Selasa, 13 Oktober 2015

Motivasi up grade diri




Kalau bertemu dengan seorang “guru” maka segala sesuatu yang diucapkannya pasti memiliki pengaruh positif ke dalam diri kita. Beberapa waktu yang lalu saya bertemu dengan “guru” tersebut. Ada beberapa nasihat beliau yang sangat bagus. Nasihat beliau selalu saja membuat saya terkesan. Walaupun penampilannya biasa saja. Namun ketika beliau berbicara maka aura positif akan nampak. Dulu sebelum melihat beliau berbicara di depan forum, kesan pertama saya terhadap “guru” tersebut adalah beliau begitu kerepotan mengurus kelima anaknya. Terakhir kemarin bertemu ternyata anaknya sudah tujuh. Subhanallah! Yah perempuan mana sih yang bisa mengurus anak tujuh tanpa pembantu dan tidak kerepotan? Hari gini.... Masha Allah. Sungguh beliau adalah seorang teladan.

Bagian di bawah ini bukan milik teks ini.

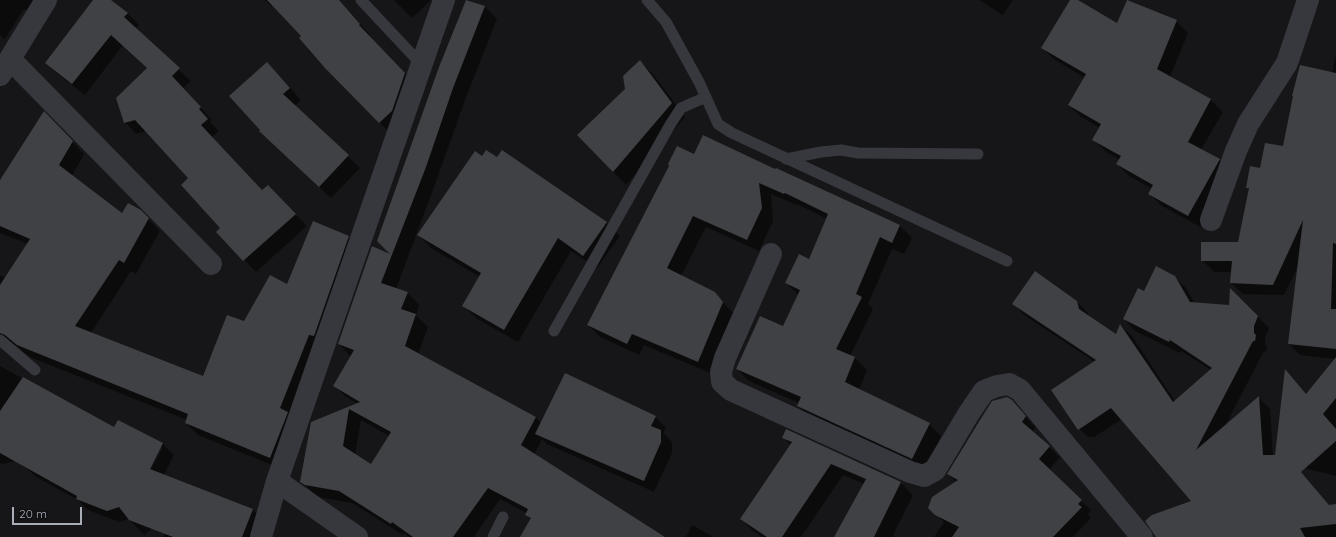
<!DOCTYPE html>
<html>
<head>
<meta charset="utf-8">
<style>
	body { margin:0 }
	#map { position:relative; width:1336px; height:537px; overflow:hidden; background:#161618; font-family:Quicksand,sans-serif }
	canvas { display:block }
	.scale { position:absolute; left:12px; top:507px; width:70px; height:18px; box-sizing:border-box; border:2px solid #a8adb8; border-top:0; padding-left:5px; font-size:12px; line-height:14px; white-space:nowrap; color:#a8adb8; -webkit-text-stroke:3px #111113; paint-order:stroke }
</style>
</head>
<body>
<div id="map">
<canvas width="1336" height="537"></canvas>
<div class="scale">20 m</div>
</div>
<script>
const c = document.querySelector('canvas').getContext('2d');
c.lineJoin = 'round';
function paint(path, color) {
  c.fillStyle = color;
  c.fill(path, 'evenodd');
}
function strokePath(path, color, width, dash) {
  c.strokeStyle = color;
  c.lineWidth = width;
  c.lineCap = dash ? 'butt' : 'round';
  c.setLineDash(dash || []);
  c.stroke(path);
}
const shadow = new Path2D(`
	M0 0H45L35 9 23 10 5 39 0 35Z
	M95 0H110L127 13 139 25 136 29 191 81 183 88 212 120 210 122 219 131 212 137 262 191 280 198 307 226 256 272 217 232 222 228 190 179 147 131 136 134 125 122 148 69 123 45 85 95 58 74 46 63Z
	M265 0H338L351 13 370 35 369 36 415 84 390 133 326 67 302 36 273 6 272 7Z
	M394 0H431L412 18Z
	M467 0 485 7 497 19 465 100 437 179 396 289 407 292 419 305 416 315 428 327 418 354 536 417 541 423 655 417 666 428 663 433 672 442V453L654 492 547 444 542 439 534 455 661 537H521L531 519 526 515 527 513 500 499 474 537H409L404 533 403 535 352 503 318 497 301 481 312 422 358 404 346 397 334 385 351 357 339 344 372 247 393 256 378 241ZM361 420 389 436 371 465 355 455Z
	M979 0H1013L1003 15Z
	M1071 0H1077L1118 24 1176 21 1188 33 1170 77 1211 100 1223 112 1201 150 1219 160 1231 172 1200 227 1162 206 1150 194 1152 189 1129 176 1117 164 1120 160 1106 152 1094 140 1100 128 1081 117 1069 105 1085 78 1055 60 1042 48Z
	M1336 55V359L1300 355 1289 344 1298 267 1284 295 1243 294 1231 283 1232 272H1214L1202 260 1239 243 1250 190 1247 187 1261 169 1284 148 1332 73Z
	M640 61 653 74 685 117 626 185 578 135 626 89Z
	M279 75 301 100 295 106 360 168 331 198 272 142Z
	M44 113 84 154 72 176 122 215 140 211 160 231 136 274 131 271 91 333 204 378 244 323 287 285 348 237 360 249 282 469 198 435 186 423 187 420 30 357 15 345 0 343V275L6 278 28 244 0 233V179H1Z
	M502 151 606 223 620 236 597 268 571 251 518 342 477 319 464 306 480 277 431 248 418 235 482 157 497 158Z
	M695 156 776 171V169L900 226 912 238 904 254 892 249 868 304 873 309 850 356 855 358 867 370 859 390 929 424 941 436 925 471 810 418 798 406 799 403 749 381 737 369 784 327 798 295 786 283 809 261 827 219 797 204 796 205 771 194 773 221 759 251 706 227 681 276 714 293 735 315 710 373 644 345 639 355 600 337 588 325Z
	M1174 277 1186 288 1195 304 1230 306 1231 290 1269 328 1265 338V345L1267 347 1266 352 1264 351 1225 426 1259 398 1270 409 1273 456H1280L1286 371 1307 395 1336 359V476L1296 466 1330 506 1336 505V537H1158L1193 502 1122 419 1094 437H1088L1076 426 1095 362 1024 315 1013 303 1077 302 1088 313 1089 317 1116 335 1121 326 1132 336 1175 401 1211 370 1181 351 1180 353 1135 331 1124 319 1144 292Z
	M0 366 114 428 118 421 163 444 174 455 164 475 253 510 265 522 259 537H163L193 495 144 535 129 519 119 522 88 510 78 500 36 477 24 466 29 458 2 464 0 463ZM160 447H163L148 474 147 473Z
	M1011 401 1035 427 1032 432 1060 457 1049 470 1091 510 1088 514 1091 518 1073 537H934L944 522 929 508 956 482 948 474Z
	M787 430 901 483 913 495 893 535 895 537H835L864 484 843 475 801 537H762L753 531 741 519 791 445 784 438Z
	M692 525 712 536 713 537H686Z`);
const building = new Path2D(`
	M93 0H111L128 13 124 17 180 68 172 76 201 107 199 109 208 119 201 125 262 190 268 185 296 214 243 261 216 232 220 228 181 185 188 178 135 120 124 123 116 98 147 68 111 35 72 84 45 63Z
	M267 0H339L360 24 359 25 405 73 392 111 379 123 325 68 299 38 301 36Z
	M466 0 485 6 453 88 426 167 381 283 408 292 401 309 416 314 405 346 536 417 521 445 665 537H520L531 518 525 515 528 509 488 488 453 537H413L392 522 391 524 339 491 305 485 300 482 311 422 360 402 333 386 354 350 338 344 372 246 390 254 377 241 439 67ZM349 409 391 432 371 464 343 446Z
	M1070 0H1078L1117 23 1127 0 1177 20 1157 69 1211 99 1188 142 1220 159 1188 216 1148 194 1153 185 1116 164 1121 156 1092 140 1101 124 1068 105 1086 74 1041 48Z
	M640 60 672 103 613 172 577 135 625 89 623 76Z
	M267 62 290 88 283 94 349 155 319 187 259 131 260 130 229 96Z
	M1300 65 1336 73V244L1333 243 1331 309H1336V349L1288 344 1303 220 1273 285 1230 283 1232 261H1201V242H1238L1249 188H1246L1250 166 1260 168 1265 143 1283 146 1293 96H1292Z
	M44 111 73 141 59 165 122 213 128 203 141 210 149 218 124 263 119 260 75 326 203 376 227 315 244 321 270 275 287 284 313 221 349 236 314 336 309 335 280 408 288 412 270 458 185 423 188 414 17 345 5 335 0 333V285L30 239 0 226V180Z
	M703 135 775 169 776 168 900 225 892 243 880 237 856 294 862 297 836 349 855 357 845 382 930 423 912 459 797 406 801 397 736 369 760 316 783 326 800 290 785 283 799 254 809 259 828 214 785 193 784 194 759 183 762 208 747 240 693 216 667 268 715 292 723 302 698 362 632 334 627 344 587 325 669 166 668 164 677 146 694 154Z
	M486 150 497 157 502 150 607 222 583 256 558 238 504 330 462 306 481 273 417 235 475 151 482 156Z
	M1156 266 1175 276 1190 302 1229 305 1230 288 1258 316 1254 326V333L1256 335 1255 341H1253L1196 450 1259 396 1263 455H1275L1285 369 1306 394 1336 357V398L1323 414 1336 429V441L1301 472 1329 505 1336 504V524L1300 528 1305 537H1156L1145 521 1152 515 1191 501 1111 408 1078 430 1051 390 1096 360 1012 304 1035 271 1077 301 1079 309 1116 334 1120 324 1173 402 1212 368 1170 340 1169 342 1123 319 1138 288 1144 291Z
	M565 373 656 416 651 426 661 430V442L644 481 535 434Z
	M23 377 114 427 118 420 163 443 150 469 253 509 242 537H173L129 520 119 507 107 511 76 499 77 496 0 453V411Z
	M1007 397 1012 400 1026 416 1022 422 1050 446 1039 459 1082 500 1078 504 1082 507 1053 537H952L959 527 935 515 928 508 932 497 958 480 947 474 980 420 992 401Z
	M786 429 901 482 874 537H834L866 479 831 464 782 537H767L740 519 792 442 782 438Z`);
const lane = new Path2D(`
	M361 0 421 64
	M647 0 666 22 699 82 718 124 732 133 1007 261
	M786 159 821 152 841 150 858 153 978 154
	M554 331 670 125 681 108 706 97
	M0 340 35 370
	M493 537 503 517`);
const street = new Path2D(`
	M10 59 211 264
	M0 75 46 0
	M1211 220 1236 151 1248 124 1287 63 1308 0
	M771 254 725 358 721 372 722 382 731 390 910 472 924 476 935 470 969 413 984 391 997 386 1009 384 1020 390 1142 537
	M277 481 357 537
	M261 537 277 481 444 0`);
paint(shadow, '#0007');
paint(building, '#404145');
strokePath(lane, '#37383d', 11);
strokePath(street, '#37383d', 22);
</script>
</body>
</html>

Beberapa dari nasihat beliau yang begitu membekas adalah tentang meng up grade diri. Sebagai pengemban dakwah tentu tugas tersebut sangat mulia. Tapi berapa banyak yang kemudian benar-benar meningkatkan kualitas dirinya? Meningkatkan tsaqofahnya dalam kajian-kajian halqohnya. Benar-benar mutholaah sebelum kajian rutin dilakukan? Kadang malu diri ini karena belum maksimal dalam halaqoh. Berdakwah masih malas-malasan. Masih malas untuk menulis beropini. Asyik dengan kesibukan sendiri yang terkategori mubah. Belum 100 persen mengeluarkan kemampuan terbaik. Belum mastato’tum. Bagaimana mungkin pekerjaan yang mulia namun tidak dikerjakan secara sungguh-sungguh?

Masih terngiang-ngiang kalimat mengup grade diri. Atau kita sebut saja meningkatkan kualitas diri. Sebuah aktivitas di mana kita harus melakukan peningkatan, penambahan kemampuan kerja atau kapasitas dari tingkat yang rendah ke tingkat yang lebih tinggi. Ketika saya gogle frasa “ug grade” pada laptop hitam saya. Sebuah frasa dalam bahasa asing. Ternyata tidaklah asing di laman-laman berbahasa Indonesia. Banyak sekali tulisan tentang mengupgrade diri. Tulisan tersebut bukanlah tulisan tentang pengemban dakwah, tulisan masyarakat biasa. Yah di zaman kompetisi ini, masyakarat kapitalistik terbiasa dengan persaingan. Selalu ingin meningkatkan diri demi penghasilan yang lebih. Namun tujuan seorang pengemban dakwah bukanlah lagi dunia. Tujuan pengemban dakwah adalah negeri akhirat. Bukankah itu sudah termasuk suatu tujuan yang harus dikejar dengan segala daya upaya?

Seharusnya kita malu, wahai diri yang masih bermalas-malasan menyambut kemenangan. Seharusnya kita segera bergerak meningkatkan kualitas dan kapasitas kita!

14 oktober 2015. Pengingat untuk diri yang masih malas.